My colleague Matt Slaughter, recently with the Council of Economic Advisers, likes to point to US Census data from 2000 to 2005 that purportedly shows, in Matt’s words: “income growth has been extremely skewed, with relatively few high earners doing well while incomes for most workers have stagnated or, in many cases, fallen. Only 3.4% of workers were in educational groups that enjoyed increases in mean real earnings from 2000 to 2005…: mean real money earnings rose for workers with doctorates and for workers with professional graduate degrees (i.e., MBAs, JDs, and MDs) and fell for all others.” Surprisingly, the set of workers with just undergraduate degrees had no real income growth between 2000 and 2005.

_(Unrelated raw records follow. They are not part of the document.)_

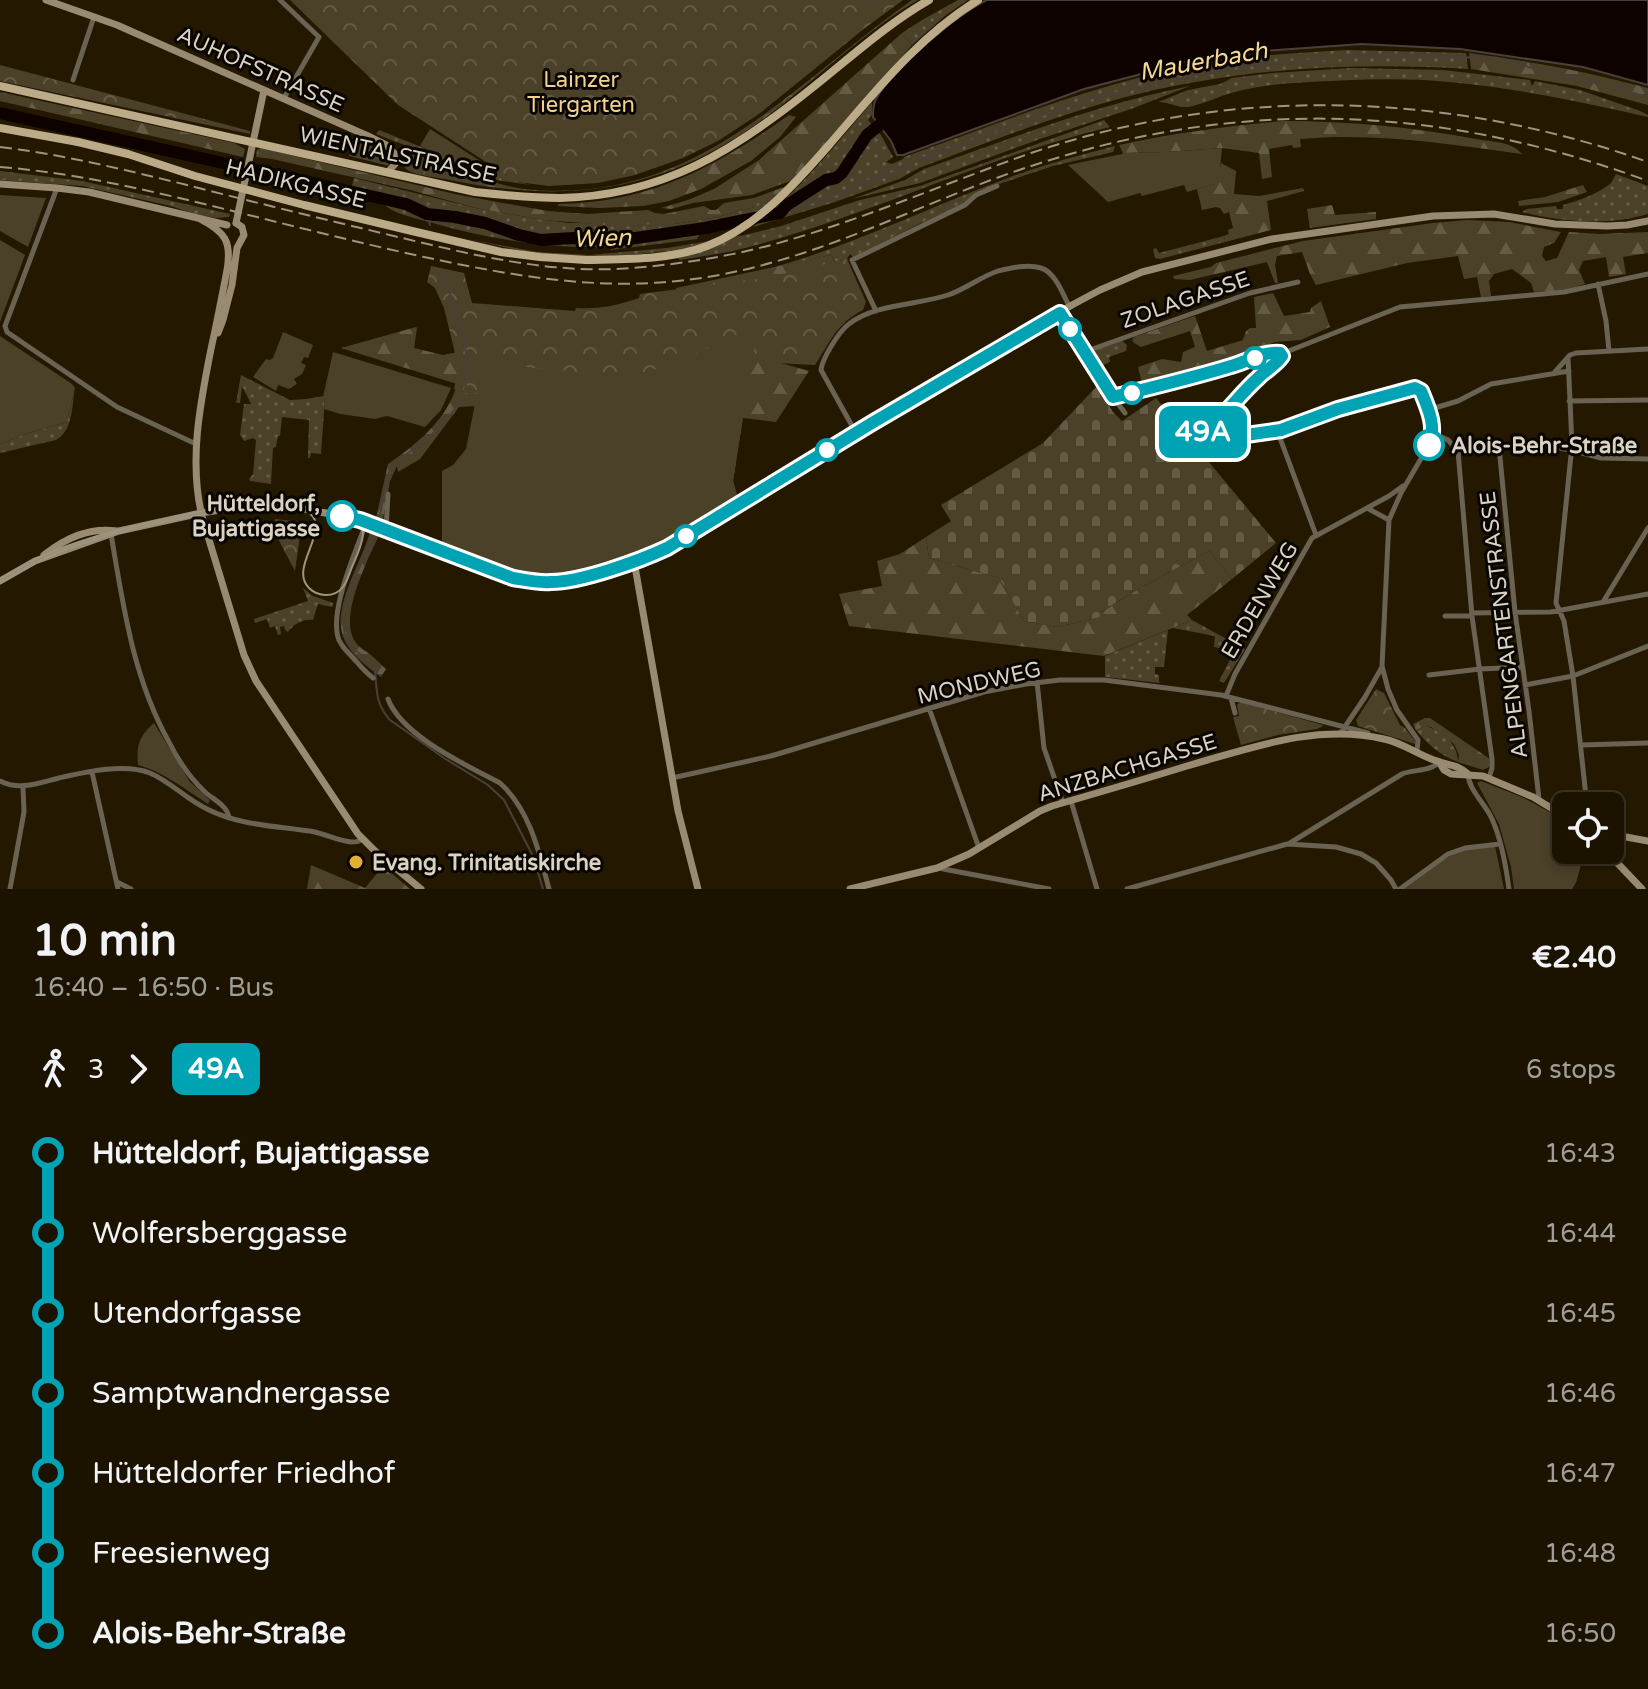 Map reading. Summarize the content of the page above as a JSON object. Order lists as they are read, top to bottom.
{
  "streets": {
    "main road": [
      "AUHOFSTRASSE",
      "WIENTALSTRASSE",
      "HADIKGASSE",
      "ANZBACHGASSE"
    ],
    "street": [
      "ZOLAGASSE",
      "ERDENWEG",
      "ALPENGARTENSTRASSE",
      "MONDWEG"
    ]
  },
  "crossings": [
    ["AUHOFSTRASSE", "WIENTALSTRASSE"],
    ["ERDENWEG", "MONDWEG"],
    ["ALPENGARTENSTRASSE", "ANZBACHGASSE"],
    ["MONDWEG", "ANZBACHGASSE"]
  ],
  "water": ["Mauerbach", "Wien"],
  "parks": ["Lainzer Tiergarten"],
  "places": ["Alois-Behr-Straße", "Hütteldorf, Bujattigasse", "Evang. Trinitatiskirche"],
  "lines": ["bus line 49A"],
  "page": {
    "on_map": "49A",
    "heading": ["10 min", "16:40 – 16:50 · Bus", "€2.40"],
    "legs": ["3", "49A", "6 stops"],
    "list": [
      {
        "name": "Hütteldorf, Bujattigasse",
        "value": "16:43"
      },
      {
        "name": "Wolfersberggasse",
        "value": "16:44"
      },
      {
        "name": "Utendorfgasse",
        "value": "16:45"
      },
      {
        "name": "Samptwandnergasse",
        "value": "16:46"
      },
      {
        "name": "Hütteldorfer Friedhof",
        "value": "16:47"
      },
      {
        "name": "Freesienweg",
        "value": "16:48"
      },
      {
        "name": "Alois-Behr-Straße",
        "value": "16:50"
      }
    ]
  }
}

That sounds pretty bad, and a lot of politicians are using the data to support their claims of rising inequality and the need for some redistributive policies. However, let us be clear about what the data actually show – or more important, what the data do not show. The earnings of workers who had doctorate or professional graduate degrees in 2005was higher than for workers who had doctorate or professional graduate degrees in 2000. Yes. But this does not say anything about any particular individual’s earnings. The people who were in the workforce with doctorate and graduate professional degrees in 2005 were different from the set of workers with doctorate and graduate professional degrees in 2000. The same goes for the set of workers that did not have such degrees – the people in that category in 2005 were not necessarily in that category in 2000. In fact, it is very likely – a certainty – that some of the people without doctorates and graduate professional degrees in 2000 had such degrees in 2005!

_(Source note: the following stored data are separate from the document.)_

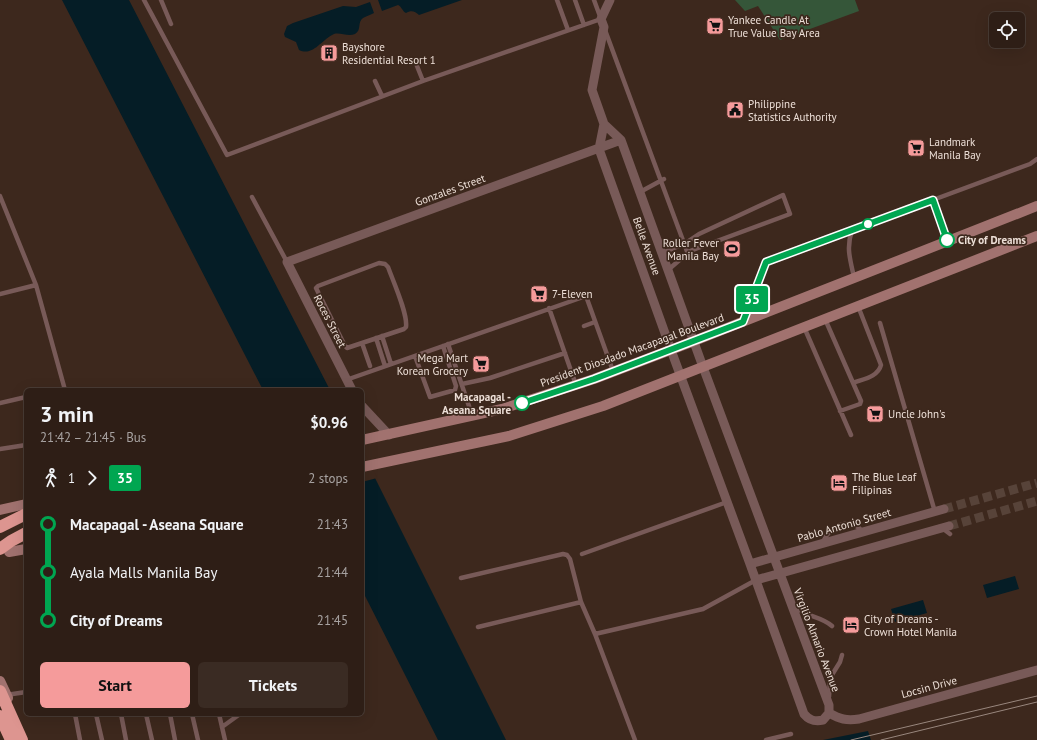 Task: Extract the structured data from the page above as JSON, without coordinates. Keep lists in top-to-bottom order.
{
  "streets": {
    "main road": ["President Diosdado Macapagal Boulevard"],
    "street": [
      "Gonzales Street",
      "Belle Avenue",
      "Roces Street",
      "Pablo Antonio Street",
      "Virgilio Almario Avenue",
      "Locsin Drive"
    ]
  },
  "crossings": [
    ["Gonzales Street", "Belle Avenue"],
    ["Gonzales Street", "Roces Street"],
    ["Belle Avenue", "President Diosdado Macapagal Boulevard"],
    ["Belle Avenue", "Virgilio Almario Avenue"],
    ["Pablo Antonio Street", "Virgilio Almario Avenue"],
    ["Virgilio Almario Avenue", "Locsin Drive"]
  ],
  "places": {
    "supermarket": [
      "Yankee Candle At True Value Bay Area",
      "Landmark Manila Bay",
      "7-Eleven",
      "Mega Mart Korean Grocery",
      "Uncle John's"
    ],
    "building": ["Bayshore Residential Resort 1"],
    "public building": ["Philippine Statistics Authority"],
    "other": ["City of Dreams", "Macapagal - Aseana Square"],
    "sports": ["Roller Fever Manila Bay"],
    "hotel": ["The Blue Leaf Filipinas", "City of Dreams - Crown Hotel Manila"]
  },
  "lines": ["bus line 35"],
  "page": {
    "on_map": "35",
    "heading": ["3 min", "21:42 – 21:45 · Bus", "$0.96"],
    "legs": ["1", "35", "2 stops"],
    "list": [
      {
        "name": "Macapagal - Aseana Square",
        "value": "21:43"
      },
      {
        "name": "Ayala Malls Manila Bay",
        "value": "21:44"
      },
      {
        "name": "City of Dreams",
        "value": "21:45"
      }
    ],
    "buttons": ["Start", "Tickets"]
  }
}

So what I have always argued in the face of these data is that they do not say anything about any specific individuals, in regard to changes in their incomes.
This kind of analysis and data can be useful. For instance, if we think the economy is in a steady state, with equal cohorts of people moving through the age and education ranks, then a decline in earnings for, say, undergraduate degree holders would suggest that something is happening to the value of undergraduate degrees. But I don’t think this is the world we live in. The set of people with undergraduate degrees is very different today than it was even five years ago: the mix of degrees is different, the age and experience of the workers is different, and even the gender of the workers is different (and we know there are income differences by gender). The data may only be telling us about the makeup of the set of workers with professional graduate degrees (or undergraduate degrees) and how that makeup differs between 2000 and 2005.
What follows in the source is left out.